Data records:
Start of Block

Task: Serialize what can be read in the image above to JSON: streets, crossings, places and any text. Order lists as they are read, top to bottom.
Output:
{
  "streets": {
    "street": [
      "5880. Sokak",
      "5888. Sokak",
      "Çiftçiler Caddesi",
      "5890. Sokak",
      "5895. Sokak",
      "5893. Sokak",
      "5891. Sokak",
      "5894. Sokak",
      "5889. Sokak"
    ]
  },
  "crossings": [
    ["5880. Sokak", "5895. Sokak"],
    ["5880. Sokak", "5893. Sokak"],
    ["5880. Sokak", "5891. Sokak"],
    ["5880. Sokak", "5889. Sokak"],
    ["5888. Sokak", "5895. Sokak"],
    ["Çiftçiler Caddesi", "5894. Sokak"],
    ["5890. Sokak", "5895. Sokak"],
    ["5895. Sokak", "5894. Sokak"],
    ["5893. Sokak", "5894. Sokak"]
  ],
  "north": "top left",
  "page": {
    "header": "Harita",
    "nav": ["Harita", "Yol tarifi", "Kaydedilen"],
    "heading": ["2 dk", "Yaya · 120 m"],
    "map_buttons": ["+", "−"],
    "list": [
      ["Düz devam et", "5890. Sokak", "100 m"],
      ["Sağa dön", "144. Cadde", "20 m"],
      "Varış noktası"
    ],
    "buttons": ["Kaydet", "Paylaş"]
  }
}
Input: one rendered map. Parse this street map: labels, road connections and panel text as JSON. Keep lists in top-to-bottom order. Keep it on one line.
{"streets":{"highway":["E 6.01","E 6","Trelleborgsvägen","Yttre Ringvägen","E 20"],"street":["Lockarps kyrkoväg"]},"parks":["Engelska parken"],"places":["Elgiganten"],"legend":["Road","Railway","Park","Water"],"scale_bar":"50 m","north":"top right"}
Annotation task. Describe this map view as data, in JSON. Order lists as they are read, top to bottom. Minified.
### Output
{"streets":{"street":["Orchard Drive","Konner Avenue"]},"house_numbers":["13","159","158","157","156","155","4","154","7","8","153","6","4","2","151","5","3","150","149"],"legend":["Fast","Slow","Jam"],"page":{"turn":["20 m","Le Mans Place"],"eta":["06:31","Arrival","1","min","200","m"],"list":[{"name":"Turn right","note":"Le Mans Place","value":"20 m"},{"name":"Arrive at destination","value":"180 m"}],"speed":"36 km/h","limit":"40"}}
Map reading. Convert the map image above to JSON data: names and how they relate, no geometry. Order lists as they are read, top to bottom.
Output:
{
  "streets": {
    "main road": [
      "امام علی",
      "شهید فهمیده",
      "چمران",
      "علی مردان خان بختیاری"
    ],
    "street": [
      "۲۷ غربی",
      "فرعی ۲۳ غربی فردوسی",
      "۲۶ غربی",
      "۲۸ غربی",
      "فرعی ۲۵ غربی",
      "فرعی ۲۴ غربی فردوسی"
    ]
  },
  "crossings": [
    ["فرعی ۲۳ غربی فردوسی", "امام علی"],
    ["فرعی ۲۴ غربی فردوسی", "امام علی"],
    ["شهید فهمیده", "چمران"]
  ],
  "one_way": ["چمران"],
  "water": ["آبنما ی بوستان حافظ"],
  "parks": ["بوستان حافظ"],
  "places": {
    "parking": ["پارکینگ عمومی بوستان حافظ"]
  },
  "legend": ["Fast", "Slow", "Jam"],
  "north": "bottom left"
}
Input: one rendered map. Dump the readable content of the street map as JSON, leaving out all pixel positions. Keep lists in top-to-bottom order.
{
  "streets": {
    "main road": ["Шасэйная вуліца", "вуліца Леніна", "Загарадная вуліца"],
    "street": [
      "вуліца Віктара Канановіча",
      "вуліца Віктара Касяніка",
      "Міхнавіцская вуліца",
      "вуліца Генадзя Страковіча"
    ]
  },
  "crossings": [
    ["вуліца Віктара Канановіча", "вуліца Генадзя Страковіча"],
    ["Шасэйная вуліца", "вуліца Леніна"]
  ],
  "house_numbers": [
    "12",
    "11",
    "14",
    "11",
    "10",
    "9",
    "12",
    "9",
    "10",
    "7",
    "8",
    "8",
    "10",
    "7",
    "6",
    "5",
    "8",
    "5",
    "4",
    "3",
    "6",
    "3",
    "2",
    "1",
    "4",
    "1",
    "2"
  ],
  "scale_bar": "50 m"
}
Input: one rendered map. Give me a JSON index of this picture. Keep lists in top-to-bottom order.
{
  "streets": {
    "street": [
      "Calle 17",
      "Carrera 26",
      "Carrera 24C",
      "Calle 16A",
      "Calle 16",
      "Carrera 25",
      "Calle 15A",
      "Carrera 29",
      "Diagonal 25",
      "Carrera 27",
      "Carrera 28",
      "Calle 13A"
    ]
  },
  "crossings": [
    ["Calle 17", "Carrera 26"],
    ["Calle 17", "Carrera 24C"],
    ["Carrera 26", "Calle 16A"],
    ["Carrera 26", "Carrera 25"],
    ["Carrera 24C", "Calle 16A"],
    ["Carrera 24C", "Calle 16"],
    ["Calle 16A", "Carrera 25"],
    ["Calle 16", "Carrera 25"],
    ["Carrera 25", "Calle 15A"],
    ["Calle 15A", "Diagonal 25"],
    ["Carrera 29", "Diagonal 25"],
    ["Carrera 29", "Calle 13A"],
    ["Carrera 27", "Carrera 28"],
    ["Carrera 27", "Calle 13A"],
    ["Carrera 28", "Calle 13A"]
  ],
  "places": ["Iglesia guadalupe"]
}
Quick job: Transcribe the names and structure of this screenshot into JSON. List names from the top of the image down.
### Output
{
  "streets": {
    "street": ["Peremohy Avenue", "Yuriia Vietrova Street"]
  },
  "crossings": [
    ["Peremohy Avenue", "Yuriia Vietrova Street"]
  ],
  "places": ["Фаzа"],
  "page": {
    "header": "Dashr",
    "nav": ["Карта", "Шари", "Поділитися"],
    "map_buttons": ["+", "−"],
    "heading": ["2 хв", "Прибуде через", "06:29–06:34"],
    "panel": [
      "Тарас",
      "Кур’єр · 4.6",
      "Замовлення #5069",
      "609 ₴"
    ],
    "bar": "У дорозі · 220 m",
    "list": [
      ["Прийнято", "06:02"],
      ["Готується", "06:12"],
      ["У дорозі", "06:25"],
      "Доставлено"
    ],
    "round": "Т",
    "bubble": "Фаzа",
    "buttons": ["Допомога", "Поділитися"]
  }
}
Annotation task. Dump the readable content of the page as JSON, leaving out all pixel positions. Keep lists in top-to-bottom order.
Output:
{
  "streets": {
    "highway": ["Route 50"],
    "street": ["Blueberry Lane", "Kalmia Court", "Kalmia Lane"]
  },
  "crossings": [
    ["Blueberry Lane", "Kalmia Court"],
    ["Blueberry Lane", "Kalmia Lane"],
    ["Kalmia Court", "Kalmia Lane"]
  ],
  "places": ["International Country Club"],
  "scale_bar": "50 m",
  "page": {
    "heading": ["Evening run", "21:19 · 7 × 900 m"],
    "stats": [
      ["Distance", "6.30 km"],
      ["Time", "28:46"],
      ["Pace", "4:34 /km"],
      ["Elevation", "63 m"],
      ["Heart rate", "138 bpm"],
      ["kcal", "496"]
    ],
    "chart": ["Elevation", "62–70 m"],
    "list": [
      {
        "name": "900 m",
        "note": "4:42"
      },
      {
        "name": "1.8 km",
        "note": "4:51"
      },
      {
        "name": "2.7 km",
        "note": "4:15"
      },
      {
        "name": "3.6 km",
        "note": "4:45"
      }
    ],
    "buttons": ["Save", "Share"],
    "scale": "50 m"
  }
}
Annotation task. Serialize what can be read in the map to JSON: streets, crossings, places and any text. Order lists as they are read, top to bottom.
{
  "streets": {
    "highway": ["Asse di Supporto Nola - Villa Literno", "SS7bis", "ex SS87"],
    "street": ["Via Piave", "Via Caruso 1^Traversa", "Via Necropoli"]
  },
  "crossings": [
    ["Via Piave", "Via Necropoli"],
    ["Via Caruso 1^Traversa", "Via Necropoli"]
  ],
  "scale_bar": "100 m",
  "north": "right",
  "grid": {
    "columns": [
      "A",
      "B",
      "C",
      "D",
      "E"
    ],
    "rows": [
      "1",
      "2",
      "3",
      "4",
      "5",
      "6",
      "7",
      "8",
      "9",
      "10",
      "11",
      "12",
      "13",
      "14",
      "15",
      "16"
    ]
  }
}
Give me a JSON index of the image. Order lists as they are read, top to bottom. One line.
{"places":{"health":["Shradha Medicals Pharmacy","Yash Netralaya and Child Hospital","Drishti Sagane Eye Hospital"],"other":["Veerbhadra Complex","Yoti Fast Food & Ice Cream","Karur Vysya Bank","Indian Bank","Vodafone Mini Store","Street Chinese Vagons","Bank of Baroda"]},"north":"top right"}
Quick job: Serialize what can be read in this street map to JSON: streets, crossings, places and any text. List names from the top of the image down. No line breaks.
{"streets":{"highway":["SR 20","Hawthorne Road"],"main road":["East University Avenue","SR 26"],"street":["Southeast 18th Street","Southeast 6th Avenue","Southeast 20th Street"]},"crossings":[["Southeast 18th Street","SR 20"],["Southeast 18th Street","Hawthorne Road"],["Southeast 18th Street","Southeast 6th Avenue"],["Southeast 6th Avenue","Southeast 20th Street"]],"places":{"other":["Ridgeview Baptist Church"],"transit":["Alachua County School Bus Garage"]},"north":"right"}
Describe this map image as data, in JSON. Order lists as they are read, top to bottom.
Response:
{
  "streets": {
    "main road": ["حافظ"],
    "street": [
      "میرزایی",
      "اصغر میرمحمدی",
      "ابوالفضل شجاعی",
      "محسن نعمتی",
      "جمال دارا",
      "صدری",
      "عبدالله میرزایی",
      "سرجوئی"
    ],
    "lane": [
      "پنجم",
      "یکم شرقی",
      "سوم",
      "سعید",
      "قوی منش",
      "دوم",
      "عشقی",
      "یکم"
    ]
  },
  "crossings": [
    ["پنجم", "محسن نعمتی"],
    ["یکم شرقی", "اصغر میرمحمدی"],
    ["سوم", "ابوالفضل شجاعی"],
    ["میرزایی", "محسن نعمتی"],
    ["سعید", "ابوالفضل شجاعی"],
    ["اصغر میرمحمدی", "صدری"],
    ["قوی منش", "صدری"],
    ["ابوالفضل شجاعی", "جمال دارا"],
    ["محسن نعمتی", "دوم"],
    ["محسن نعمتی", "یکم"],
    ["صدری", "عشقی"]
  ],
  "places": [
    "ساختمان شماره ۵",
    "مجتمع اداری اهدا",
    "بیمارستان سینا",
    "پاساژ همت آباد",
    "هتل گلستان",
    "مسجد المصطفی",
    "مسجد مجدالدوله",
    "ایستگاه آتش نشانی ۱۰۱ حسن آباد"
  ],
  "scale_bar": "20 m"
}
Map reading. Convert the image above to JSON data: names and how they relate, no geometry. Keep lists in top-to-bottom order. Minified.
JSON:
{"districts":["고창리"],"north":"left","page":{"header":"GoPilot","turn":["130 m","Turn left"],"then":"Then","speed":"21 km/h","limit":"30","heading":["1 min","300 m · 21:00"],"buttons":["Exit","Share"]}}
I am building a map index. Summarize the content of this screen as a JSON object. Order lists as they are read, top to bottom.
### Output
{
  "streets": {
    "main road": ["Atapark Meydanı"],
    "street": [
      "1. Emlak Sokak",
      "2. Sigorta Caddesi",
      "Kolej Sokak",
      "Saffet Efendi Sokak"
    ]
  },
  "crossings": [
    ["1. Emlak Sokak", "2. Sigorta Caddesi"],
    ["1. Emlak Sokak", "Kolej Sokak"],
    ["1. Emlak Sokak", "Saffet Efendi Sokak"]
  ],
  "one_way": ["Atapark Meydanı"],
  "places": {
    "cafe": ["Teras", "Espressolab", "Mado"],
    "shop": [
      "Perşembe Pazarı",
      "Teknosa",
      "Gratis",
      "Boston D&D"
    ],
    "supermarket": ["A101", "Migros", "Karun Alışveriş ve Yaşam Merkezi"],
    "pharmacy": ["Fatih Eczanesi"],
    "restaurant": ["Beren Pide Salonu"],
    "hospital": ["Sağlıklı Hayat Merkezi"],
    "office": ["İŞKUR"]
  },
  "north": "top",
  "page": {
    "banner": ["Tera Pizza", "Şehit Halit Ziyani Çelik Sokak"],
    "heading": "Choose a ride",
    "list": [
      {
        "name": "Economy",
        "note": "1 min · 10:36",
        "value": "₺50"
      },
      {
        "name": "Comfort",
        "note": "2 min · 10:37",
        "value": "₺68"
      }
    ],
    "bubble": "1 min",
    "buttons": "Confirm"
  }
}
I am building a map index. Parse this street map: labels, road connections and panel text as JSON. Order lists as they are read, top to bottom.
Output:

End of Block

- _Your goal_
Check the entries above line by line and return each one containing the word "Minified".

- _Exercise answer_
Annotation task. Describe this map view as data, in JSON. Order lists as they are read, top to bottom. Minified.
Map reading. Convert the image above to JSON data: names and how they relate, no geometry. Keep lists in top-to-bottom order. Minified.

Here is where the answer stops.